Rethinking Data Shapley for Data Selection Tasks: Misleads and Merits
Jiachen T. Wang, Tianji Yang, James Zou, Yongchan Kwon, Ruoxi Jia
TL;DR
This work interrogates the reliability of Data Shapley for data selection, revealing that without structural assumptions on the utility function, Shapley-based selection can be no better than random guessing due to non-injectivity from v to φ(v). It identifies a broad MTM function class as a sufficient condition for Shapley-optimal data selection and proposes a practical heuristic that estimates how well v can be approximated by MTM, using the MTM-fitting residual to predict effectiveness.
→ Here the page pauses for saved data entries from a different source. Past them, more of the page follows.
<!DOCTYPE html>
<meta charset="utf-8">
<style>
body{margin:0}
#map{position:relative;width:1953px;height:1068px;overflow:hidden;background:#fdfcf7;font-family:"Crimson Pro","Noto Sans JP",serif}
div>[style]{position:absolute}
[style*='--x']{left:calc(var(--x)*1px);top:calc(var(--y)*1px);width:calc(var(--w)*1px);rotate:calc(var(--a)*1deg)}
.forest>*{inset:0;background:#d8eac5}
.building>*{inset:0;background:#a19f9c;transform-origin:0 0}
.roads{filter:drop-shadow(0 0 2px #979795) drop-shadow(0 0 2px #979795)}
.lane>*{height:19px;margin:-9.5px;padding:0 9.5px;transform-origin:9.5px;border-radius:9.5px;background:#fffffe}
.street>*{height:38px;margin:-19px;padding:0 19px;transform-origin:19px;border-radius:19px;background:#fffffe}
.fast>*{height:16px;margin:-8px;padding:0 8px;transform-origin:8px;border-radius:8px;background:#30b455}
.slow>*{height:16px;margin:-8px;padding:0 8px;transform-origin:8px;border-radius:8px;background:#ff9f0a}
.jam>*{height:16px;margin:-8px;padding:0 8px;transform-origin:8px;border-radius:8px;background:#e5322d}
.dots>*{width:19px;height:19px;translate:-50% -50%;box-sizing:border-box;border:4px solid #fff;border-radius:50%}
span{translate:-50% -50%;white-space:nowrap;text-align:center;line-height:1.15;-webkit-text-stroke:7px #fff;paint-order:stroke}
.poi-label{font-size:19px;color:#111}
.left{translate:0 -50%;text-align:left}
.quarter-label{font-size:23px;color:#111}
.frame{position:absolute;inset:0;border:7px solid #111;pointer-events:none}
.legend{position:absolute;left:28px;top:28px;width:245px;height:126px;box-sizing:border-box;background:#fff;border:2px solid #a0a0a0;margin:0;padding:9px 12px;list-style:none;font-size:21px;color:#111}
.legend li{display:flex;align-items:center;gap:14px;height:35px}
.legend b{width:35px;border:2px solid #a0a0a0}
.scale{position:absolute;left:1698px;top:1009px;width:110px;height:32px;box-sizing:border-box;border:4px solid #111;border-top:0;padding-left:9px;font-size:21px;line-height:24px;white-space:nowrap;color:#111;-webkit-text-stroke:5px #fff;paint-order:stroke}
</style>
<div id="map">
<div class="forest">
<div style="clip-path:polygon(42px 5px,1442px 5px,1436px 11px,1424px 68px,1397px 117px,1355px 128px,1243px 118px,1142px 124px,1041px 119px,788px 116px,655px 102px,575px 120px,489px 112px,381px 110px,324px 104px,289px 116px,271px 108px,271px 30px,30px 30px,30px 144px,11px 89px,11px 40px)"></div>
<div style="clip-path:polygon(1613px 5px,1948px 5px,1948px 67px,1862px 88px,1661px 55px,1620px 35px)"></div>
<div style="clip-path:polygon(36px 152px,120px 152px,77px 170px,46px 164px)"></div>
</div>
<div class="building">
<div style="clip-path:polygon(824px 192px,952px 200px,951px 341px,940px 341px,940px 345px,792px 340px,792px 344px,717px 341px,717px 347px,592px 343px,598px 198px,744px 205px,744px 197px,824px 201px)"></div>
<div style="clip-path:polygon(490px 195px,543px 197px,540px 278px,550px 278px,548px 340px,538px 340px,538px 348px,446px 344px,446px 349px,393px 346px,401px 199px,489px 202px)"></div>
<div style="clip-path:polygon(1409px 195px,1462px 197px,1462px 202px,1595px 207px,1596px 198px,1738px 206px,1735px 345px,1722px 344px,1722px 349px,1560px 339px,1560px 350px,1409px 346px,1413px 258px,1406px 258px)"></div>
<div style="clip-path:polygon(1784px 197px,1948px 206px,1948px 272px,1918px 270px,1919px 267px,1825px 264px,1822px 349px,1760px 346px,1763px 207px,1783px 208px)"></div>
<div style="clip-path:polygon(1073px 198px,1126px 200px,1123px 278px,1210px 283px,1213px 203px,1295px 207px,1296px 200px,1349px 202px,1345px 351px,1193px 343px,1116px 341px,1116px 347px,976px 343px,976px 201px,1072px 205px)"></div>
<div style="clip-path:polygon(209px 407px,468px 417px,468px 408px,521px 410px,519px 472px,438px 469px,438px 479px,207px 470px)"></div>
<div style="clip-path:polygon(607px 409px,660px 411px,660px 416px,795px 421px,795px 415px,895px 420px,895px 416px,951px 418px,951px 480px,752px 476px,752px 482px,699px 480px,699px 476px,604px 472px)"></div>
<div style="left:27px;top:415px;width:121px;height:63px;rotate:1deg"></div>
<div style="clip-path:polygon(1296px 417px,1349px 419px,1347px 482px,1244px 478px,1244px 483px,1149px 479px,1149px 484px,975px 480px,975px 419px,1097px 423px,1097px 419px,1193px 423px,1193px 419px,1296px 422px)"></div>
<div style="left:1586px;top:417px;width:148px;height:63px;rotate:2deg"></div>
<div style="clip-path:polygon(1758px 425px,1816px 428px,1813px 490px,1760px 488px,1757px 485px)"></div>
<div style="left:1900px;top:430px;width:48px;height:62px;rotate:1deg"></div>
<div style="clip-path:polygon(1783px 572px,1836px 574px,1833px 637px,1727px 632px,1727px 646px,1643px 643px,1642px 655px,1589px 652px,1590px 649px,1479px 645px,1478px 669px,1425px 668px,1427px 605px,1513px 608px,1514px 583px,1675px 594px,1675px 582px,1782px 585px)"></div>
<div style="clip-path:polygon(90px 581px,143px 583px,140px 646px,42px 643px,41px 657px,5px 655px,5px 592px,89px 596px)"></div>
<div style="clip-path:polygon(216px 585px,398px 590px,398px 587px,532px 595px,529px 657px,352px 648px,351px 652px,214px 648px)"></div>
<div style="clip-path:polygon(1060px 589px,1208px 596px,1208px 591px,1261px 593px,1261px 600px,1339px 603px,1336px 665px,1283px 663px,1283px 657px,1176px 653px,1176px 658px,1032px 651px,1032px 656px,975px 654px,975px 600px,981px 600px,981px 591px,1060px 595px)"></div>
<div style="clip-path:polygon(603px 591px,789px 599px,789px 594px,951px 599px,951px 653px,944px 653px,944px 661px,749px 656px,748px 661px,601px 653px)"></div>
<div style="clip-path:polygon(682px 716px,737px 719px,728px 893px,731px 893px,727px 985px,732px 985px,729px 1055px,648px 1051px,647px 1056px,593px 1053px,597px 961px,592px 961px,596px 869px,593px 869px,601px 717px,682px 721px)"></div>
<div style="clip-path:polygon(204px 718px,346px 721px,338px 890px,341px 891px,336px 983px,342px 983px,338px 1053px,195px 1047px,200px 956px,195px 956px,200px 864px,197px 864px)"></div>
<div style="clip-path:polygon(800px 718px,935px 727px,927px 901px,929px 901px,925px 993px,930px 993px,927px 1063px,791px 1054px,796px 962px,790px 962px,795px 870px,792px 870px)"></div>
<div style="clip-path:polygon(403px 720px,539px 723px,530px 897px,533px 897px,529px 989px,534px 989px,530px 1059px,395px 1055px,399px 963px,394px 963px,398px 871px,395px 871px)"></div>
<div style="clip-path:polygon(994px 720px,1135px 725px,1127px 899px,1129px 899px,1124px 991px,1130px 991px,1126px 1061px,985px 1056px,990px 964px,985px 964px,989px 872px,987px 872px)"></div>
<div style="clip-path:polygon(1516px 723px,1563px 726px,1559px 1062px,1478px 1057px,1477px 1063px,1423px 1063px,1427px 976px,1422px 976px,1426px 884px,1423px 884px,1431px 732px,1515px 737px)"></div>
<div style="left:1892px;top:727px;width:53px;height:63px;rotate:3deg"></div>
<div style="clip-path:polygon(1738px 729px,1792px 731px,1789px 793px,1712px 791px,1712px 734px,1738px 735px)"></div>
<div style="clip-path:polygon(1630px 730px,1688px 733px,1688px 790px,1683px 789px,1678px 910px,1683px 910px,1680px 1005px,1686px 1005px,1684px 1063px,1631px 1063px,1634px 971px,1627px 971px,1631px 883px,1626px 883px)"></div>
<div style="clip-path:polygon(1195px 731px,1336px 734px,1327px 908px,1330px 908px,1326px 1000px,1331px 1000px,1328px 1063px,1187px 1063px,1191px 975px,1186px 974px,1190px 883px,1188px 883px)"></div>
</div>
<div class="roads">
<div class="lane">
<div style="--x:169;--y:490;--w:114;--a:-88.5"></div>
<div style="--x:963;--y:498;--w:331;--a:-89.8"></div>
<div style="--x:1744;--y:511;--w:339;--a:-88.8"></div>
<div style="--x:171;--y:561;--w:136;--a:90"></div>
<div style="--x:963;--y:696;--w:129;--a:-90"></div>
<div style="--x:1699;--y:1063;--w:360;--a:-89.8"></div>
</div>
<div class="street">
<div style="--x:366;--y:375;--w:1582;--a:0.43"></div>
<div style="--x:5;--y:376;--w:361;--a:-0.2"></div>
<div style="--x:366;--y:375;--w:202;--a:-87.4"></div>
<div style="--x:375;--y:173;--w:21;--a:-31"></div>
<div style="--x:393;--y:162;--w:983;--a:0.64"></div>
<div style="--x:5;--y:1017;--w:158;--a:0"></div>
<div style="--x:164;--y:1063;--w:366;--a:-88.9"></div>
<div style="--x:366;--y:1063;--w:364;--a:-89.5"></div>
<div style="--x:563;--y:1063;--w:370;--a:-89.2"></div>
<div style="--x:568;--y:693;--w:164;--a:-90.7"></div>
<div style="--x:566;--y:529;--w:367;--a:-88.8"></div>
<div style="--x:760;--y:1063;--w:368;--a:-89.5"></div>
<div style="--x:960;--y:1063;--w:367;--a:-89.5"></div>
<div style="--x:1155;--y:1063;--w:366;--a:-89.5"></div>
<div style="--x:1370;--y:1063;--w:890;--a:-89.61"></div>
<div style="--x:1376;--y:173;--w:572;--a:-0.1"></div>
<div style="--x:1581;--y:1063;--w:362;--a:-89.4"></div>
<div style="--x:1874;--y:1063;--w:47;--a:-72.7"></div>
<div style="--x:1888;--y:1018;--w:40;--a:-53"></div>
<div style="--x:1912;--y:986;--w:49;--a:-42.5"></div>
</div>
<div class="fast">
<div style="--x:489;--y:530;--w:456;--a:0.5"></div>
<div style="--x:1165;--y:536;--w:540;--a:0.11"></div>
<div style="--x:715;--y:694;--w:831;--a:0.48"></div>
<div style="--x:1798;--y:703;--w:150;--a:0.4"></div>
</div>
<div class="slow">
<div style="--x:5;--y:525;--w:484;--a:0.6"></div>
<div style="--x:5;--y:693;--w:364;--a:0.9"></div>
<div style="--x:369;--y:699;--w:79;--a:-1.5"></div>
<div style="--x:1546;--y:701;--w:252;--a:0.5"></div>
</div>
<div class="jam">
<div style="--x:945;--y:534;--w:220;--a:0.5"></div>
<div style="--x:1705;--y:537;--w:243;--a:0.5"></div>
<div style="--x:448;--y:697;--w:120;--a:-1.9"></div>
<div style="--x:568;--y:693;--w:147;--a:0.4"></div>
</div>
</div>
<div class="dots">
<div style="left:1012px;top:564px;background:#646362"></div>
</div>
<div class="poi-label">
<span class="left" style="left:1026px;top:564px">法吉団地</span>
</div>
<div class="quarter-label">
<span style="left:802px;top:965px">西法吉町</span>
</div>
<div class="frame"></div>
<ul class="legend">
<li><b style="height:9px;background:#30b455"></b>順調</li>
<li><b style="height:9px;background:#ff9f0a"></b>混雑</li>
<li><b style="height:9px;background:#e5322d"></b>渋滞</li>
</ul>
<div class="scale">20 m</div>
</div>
The authors connect MTM approximation quality to a ρ-consistency index, and validate the theory with experiments showing that Data Shapley performs well on heterogeneous data but poorly on homogeneous/clean data, with the MTM residual serving as a practical predictor. The results advance understanding of when data valuation via Shapley is meaningful and offer a principled approach to anticipate its utility in real-world data selection tasks.
Abstract
Data Shapley provides a principled approach to data valuation and plays a crucial role in data-centric machine learning (ML) research. Data selection is considered a standard application of Data Shapley. However, its data selection performance has shown to be inconsistent across settings in the literature. This study aims to deepen our understanding of this phenomenon. We introduce a hypothesis testing framework and show that Data Shapley's performance can be no better than random selection without specific constraints on utility functions. We identify a class of utility functions, monotonically transformed modular functions, within which Data Shapley optimally selects data. Based on this insight, we propose a heuristic for predicting Data Shapley's effectiveness in data selection tasks. Our experiments corroborate these findings, adding new insights into when Data Shapley may or may not succeed.